Determine how many lines in the records hold "Quick", and give that number with nothing added.

DATASET ENTRIES
*-*-*

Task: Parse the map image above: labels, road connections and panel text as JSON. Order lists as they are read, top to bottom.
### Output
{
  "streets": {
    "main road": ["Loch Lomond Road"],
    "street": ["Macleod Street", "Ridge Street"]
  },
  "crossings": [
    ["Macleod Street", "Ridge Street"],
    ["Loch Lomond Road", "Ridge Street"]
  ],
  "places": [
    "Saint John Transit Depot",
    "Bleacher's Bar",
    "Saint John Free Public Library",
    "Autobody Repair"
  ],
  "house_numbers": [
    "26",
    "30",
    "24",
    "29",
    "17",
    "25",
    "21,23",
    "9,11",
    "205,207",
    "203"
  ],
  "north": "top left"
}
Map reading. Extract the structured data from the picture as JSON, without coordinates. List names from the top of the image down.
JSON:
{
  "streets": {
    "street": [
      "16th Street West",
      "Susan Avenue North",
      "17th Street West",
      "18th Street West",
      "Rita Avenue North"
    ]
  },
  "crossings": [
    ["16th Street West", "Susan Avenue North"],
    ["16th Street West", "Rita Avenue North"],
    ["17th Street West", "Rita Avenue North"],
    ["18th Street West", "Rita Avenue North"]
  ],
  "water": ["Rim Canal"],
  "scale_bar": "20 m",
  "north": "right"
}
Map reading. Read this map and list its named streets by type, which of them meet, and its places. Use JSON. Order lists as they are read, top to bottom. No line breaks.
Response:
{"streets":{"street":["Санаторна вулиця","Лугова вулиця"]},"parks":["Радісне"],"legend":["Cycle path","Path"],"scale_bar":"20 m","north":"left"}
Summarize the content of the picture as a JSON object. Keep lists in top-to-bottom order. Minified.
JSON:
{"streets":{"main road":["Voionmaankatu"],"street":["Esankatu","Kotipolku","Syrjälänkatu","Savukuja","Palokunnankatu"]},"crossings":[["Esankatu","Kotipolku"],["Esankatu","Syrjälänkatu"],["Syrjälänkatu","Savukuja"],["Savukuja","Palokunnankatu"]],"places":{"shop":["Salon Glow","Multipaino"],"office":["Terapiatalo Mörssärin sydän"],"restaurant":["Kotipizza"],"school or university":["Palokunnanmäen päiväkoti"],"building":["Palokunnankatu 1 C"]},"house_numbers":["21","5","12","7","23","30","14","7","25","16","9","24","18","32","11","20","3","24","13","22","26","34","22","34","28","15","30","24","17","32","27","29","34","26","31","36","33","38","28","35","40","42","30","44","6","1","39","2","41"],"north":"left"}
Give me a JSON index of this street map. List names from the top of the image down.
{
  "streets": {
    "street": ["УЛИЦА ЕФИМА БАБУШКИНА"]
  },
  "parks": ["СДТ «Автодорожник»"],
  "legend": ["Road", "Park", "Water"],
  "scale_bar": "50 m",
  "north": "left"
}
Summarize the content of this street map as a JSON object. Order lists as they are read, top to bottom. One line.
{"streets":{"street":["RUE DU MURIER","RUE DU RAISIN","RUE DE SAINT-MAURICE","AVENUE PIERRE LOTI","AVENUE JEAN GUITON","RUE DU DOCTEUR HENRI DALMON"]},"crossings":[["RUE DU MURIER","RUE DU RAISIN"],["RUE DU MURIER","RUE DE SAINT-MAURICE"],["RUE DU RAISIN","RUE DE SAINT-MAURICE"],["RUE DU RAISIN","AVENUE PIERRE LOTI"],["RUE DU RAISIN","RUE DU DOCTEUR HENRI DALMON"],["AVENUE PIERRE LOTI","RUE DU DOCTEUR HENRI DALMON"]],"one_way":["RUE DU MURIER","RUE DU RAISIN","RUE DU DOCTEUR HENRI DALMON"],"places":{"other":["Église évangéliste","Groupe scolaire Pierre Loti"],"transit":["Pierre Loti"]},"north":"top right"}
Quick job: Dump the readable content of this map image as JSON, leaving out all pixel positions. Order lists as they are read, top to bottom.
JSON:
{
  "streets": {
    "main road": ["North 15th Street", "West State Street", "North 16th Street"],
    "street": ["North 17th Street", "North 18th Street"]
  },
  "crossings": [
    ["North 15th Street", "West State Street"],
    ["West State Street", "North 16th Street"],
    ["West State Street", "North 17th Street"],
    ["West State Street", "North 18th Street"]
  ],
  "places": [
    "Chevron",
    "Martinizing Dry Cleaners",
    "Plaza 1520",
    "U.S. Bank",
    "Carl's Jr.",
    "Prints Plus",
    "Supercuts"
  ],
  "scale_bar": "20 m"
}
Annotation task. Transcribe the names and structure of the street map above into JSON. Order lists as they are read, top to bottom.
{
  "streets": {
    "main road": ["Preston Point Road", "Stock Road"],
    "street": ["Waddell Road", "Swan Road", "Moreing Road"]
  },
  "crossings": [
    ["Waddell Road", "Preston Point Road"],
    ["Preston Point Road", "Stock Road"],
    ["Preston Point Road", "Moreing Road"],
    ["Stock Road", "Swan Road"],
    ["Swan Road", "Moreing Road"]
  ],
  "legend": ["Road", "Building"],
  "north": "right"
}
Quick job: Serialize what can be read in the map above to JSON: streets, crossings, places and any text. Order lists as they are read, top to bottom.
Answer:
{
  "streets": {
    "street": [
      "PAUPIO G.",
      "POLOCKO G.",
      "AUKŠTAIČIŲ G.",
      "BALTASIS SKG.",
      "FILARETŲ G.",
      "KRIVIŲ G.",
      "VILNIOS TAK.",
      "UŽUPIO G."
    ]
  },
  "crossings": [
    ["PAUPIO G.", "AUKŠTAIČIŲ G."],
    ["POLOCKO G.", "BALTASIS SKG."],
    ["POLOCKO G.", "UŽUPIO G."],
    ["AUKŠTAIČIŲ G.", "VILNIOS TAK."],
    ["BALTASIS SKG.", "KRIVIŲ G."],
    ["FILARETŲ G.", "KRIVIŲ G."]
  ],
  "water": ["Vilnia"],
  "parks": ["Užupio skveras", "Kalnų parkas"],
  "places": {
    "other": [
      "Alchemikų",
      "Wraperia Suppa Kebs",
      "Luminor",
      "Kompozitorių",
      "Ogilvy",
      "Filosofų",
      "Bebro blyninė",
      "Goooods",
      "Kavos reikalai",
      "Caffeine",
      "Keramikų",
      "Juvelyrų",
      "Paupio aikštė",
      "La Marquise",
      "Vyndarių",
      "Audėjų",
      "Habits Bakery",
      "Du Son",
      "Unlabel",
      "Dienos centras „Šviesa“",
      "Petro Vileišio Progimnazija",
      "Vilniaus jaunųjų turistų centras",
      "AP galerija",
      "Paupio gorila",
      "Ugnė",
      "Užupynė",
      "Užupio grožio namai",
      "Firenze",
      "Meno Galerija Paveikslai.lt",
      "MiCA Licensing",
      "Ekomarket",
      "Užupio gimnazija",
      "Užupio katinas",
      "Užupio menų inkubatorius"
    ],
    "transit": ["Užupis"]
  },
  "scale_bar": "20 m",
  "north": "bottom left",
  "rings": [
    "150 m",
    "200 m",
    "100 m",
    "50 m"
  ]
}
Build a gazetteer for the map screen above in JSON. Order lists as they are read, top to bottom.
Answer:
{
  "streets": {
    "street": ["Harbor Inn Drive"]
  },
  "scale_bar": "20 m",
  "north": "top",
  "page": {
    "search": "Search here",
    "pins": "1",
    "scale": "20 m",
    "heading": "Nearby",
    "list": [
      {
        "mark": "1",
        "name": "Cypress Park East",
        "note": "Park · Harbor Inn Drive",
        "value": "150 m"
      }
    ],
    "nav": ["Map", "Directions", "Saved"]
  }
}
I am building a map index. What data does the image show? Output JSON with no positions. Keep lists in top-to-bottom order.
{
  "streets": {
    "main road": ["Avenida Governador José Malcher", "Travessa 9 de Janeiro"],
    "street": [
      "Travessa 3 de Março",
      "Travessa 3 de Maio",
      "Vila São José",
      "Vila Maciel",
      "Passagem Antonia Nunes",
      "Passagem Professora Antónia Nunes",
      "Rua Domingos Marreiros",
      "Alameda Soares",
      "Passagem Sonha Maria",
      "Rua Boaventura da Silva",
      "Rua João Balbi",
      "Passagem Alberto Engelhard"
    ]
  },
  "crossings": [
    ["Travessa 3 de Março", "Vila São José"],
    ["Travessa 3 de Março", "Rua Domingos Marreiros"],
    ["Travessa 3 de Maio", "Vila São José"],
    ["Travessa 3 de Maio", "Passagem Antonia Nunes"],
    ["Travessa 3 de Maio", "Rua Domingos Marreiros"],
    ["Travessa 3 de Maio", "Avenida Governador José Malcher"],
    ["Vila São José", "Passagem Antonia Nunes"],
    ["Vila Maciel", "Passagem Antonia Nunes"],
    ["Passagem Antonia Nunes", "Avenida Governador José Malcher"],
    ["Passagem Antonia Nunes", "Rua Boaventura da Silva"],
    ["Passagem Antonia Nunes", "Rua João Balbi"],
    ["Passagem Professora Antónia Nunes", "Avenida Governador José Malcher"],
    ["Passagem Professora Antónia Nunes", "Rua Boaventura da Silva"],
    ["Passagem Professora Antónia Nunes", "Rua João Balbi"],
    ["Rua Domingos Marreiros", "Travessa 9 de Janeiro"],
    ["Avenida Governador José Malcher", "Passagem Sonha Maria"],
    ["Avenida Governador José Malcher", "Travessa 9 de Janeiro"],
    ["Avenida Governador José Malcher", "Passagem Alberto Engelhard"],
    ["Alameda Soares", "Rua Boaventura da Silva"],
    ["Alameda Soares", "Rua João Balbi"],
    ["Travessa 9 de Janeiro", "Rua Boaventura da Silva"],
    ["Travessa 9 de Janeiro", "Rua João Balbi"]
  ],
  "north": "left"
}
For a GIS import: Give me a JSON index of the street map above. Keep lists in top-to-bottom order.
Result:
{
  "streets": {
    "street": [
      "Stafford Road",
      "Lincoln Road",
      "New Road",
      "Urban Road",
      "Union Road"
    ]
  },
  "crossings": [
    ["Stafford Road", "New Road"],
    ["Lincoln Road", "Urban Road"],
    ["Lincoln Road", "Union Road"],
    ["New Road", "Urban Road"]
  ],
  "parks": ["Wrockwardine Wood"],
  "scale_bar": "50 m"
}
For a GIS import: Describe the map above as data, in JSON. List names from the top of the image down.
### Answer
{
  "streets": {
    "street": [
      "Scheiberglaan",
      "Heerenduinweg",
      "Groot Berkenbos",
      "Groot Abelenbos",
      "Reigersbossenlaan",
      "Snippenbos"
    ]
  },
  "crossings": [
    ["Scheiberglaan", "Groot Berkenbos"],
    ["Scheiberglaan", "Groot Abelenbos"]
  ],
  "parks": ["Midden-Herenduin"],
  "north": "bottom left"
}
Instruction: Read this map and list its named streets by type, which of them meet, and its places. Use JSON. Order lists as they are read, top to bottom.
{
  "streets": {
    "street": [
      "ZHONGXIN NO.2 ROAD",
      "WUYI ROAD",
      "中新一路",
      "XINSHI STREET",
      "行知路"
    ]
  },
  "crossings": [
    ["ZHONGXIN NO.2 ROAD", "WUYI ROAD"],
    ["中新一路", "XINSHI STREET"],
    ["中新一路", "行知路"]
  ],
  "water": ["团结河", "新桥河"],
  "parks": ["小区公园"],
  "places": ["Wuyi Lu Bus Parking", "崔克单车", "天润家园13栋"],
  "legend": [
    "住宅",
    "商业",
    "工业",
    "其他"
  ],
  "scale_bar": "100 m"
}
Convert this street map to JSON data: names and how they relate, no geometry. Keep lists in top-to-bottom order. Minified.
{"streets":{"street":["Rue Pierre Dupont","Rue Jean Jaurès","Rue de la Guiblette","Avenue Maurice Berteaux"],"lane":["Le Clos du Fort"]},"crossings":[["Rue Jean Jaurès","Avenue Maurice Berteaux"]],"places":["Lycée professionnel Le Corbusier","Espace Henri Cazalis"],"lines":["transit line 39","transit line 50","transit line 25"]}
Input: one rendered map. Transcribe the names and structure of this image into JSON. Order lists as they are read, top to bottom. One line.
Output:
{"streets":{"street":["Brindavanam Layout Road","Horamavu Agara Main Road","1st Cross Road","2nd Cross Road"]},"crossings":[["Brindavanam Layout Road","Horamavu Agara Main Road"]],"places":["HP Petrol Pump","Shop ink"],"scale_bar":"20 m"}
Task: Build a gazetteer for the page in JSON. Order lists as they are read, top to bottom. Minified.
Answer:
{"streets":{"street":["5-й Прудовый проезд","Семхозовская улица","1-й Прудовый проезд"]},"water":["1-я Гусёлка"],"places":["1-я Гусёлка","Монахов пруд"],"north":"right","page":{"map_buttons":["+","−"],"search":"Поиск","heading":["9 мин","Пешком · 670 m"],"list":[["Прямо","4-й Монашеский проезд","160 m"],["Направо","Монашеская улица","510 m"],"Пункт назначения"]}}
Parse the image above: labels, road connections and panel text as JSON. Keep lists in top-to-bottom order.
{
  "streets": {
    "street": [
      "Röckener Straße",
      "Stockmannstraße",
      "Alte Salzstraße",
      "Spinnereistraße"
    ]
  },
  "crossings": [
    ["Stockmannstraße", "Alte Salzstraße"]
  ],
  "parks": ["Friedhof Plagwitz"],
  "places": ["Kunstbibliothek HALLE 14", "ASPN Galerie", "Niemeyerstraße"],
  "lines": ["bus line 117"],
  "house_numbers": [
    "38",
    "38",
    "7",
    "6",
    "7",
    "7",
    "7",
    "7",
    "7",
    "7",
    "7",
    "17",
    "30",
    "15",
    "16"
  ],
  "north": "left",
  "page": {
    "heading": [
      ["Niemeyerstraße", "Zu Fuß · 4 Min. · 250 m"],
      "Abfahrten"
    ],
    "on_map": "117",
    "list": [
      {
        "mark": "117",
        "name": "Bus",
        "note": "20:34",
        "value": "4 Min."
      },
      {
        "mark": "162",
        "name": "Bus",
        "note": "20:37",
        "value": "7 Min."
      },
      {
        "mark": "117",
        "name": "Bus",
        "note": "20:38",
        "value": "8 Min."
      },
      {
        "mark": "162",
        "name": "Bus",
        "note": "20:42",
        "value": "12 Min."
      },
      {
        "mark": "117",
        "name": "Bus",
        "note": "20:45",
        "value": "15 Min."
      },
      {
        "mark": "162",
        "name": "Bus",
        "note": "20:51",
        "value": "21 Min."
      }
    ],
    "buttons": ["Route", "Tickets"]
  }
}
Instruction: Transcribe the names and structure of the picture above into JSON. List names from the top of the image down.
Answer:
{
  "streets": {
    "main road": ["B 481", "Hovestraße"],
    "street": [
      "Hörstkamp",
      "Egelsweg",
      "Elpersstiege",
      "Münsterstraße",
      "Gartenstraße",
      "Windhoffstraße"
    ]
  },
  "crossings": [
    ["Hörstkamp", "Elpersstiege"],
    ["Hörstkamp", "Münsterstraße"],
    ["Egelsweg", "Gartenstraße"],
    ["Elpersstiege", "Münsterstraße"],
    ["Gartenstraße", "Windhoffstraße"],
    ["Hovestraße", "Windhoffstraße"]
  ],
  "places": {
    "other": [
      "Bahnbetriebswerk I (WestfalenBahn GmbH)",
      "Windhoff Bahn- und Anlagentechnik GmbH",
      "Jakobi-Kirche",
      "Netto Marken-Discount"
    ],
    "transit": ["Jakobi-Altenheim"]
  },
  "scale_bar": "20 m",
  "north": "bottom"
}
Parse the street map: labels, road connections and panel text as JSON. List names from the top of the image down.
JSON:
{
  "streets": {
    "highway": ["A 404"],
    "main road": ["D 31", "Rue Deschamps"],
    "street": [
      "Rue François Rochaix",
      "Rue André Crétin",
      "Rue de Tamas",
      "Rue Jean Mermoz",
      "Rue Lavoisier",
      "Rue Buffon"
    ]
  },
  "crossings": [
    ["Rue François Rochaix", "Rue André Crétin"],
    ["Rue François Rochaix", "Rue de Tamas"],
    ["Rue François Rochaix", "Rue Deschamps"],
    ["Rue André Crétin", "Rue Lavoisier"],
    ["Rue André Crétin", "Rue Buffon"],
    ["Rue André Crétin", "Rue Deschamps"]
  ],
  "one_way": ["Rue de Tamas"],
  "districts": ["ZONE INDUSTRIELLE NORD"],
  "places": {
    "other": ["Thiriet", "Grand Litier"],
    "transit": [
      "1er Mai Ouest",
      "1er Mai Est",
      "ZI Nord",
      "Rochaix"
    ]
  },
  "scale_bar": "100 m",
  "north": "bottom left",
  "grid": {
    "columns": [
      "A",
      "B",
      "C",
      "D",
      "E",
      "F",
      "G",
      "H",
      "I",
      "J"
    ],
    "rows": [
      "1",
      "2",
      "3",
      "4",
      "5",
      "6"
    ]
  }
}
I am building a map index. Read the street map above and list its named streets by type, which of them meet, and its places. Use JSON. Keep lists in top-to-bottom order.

*-*-*

EXERCISE OUTPUT
2